- [WORK ORDER]:
Could you transcribe every record below exactly as written, leaving out any pictures?

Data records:

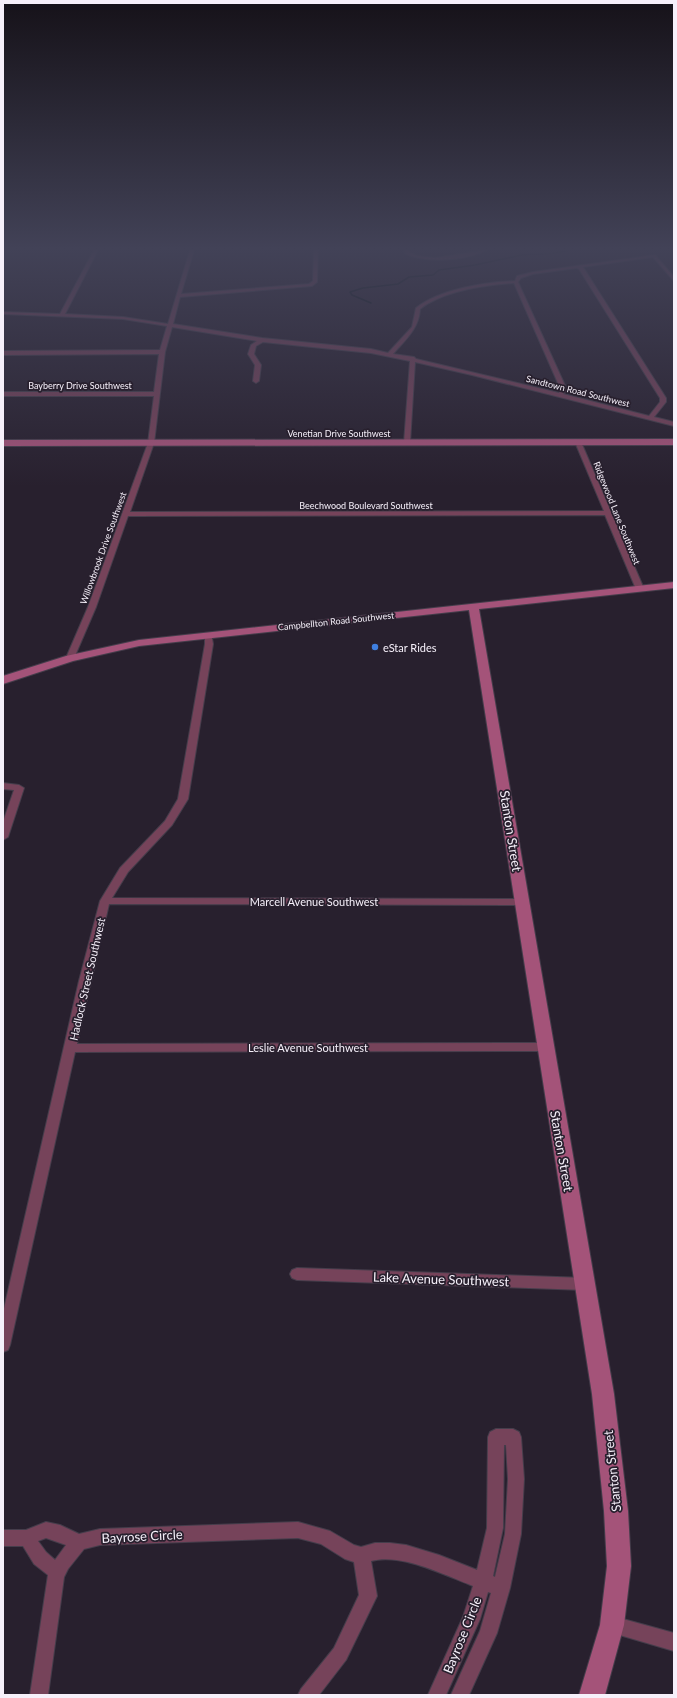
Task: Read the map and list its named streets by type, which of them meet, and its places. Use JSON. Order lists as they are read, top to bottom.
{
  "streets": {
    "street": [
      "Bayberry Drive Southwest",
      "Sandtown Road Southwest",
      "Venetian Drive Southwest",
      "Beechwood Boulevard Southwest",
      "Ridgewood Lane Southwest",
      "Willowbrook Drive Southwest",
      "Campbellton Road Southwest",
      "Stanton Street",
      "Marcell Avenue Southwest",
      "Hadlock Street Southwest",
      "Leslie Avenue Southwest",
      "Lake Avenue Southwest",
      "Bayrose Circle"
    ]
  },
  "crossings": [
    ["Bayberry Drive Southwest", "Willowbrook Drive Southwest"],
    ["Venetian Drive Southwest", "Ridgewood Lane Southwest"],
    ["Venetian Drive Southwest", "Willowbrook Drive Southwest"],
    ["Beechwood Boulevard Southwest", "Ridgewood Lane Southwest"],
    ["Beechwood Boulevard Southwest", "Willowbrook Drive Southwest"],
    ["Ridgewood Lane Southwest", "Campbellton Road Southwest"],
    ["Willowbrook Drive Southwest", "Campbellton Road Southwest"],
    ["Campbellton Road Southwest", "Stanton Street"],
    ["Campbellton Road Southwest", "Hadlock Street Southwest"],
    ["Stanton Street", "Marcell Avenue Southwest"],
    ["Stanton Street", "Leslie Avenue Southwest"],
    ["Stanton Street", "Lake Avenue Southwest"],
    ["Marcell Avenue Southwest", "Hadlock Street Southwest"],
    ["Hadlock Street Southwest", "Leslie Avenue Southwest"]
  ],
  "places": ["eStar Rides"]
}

- [OUTPUT OF THE TASK]:
Task: Read the map and list its named streets by type, which of them meet, and its places. Use JSON. Order lists as they are read, top to bottom.
{
  "streets": {
    "street": [
      "Bayberry Drive Southwest",
      "Sandtown Road Southwest",
      "Venetian Drive Southwest",
      "Beechwood Boulevard Southwest",
      "Ridgewood Lane Southwest",
      "Willowbrook Drive Southwest",
      "Campbellton Road Southwest",
      "Stanton Street",
      "Marcell Avenue Southwest",
      "Hadlock Street Southwest",
      "Leslie Avenue Southwest",
      "Lake Avenue Southwest",
      "Bayrose Circle"
    ]
  },
  "crossings": [
    ["Bayberry Drive Southwest", "Willowbrook Drive Southwest"],
    ["Venetian Drive Southwest", "Ridgewood Lane Southwest"],
    ["Venetian Drive Southwest", "Willowbrook Drive Southwest"],
    ["Beechwood Boulevard Southwest", "Ridgewood Lane Southwest"],
    ["Beechwood Boulevard Southwest", "Willowbrook Drive Southwest"],
    ["Ridgewood Lane Southwest", "Campbellton Road Southwest"],
    ["Willowbrook Drive Southwest", "Campbellton Road Southwest"],
    ["Campbellton Road Southwest", "Stanton Street"],
    ["Campbellton Road Southwest", "Hadlock Street Southwest"],
    ["Stanton Street", "Marcell Avenue Southwest"],
    ["Stanton Street", "Leslie Avenue Southwest"],
    ["Stanton Street", "Lake Avenue Southwest"],
    ["Marcell Avenue Southwest", "Hadlock Street Southwest"],
    ["Hadlock Street Southwest", "Leslie Avenue Southwest"]
  ],
  "places": ["eStar Rides"]
}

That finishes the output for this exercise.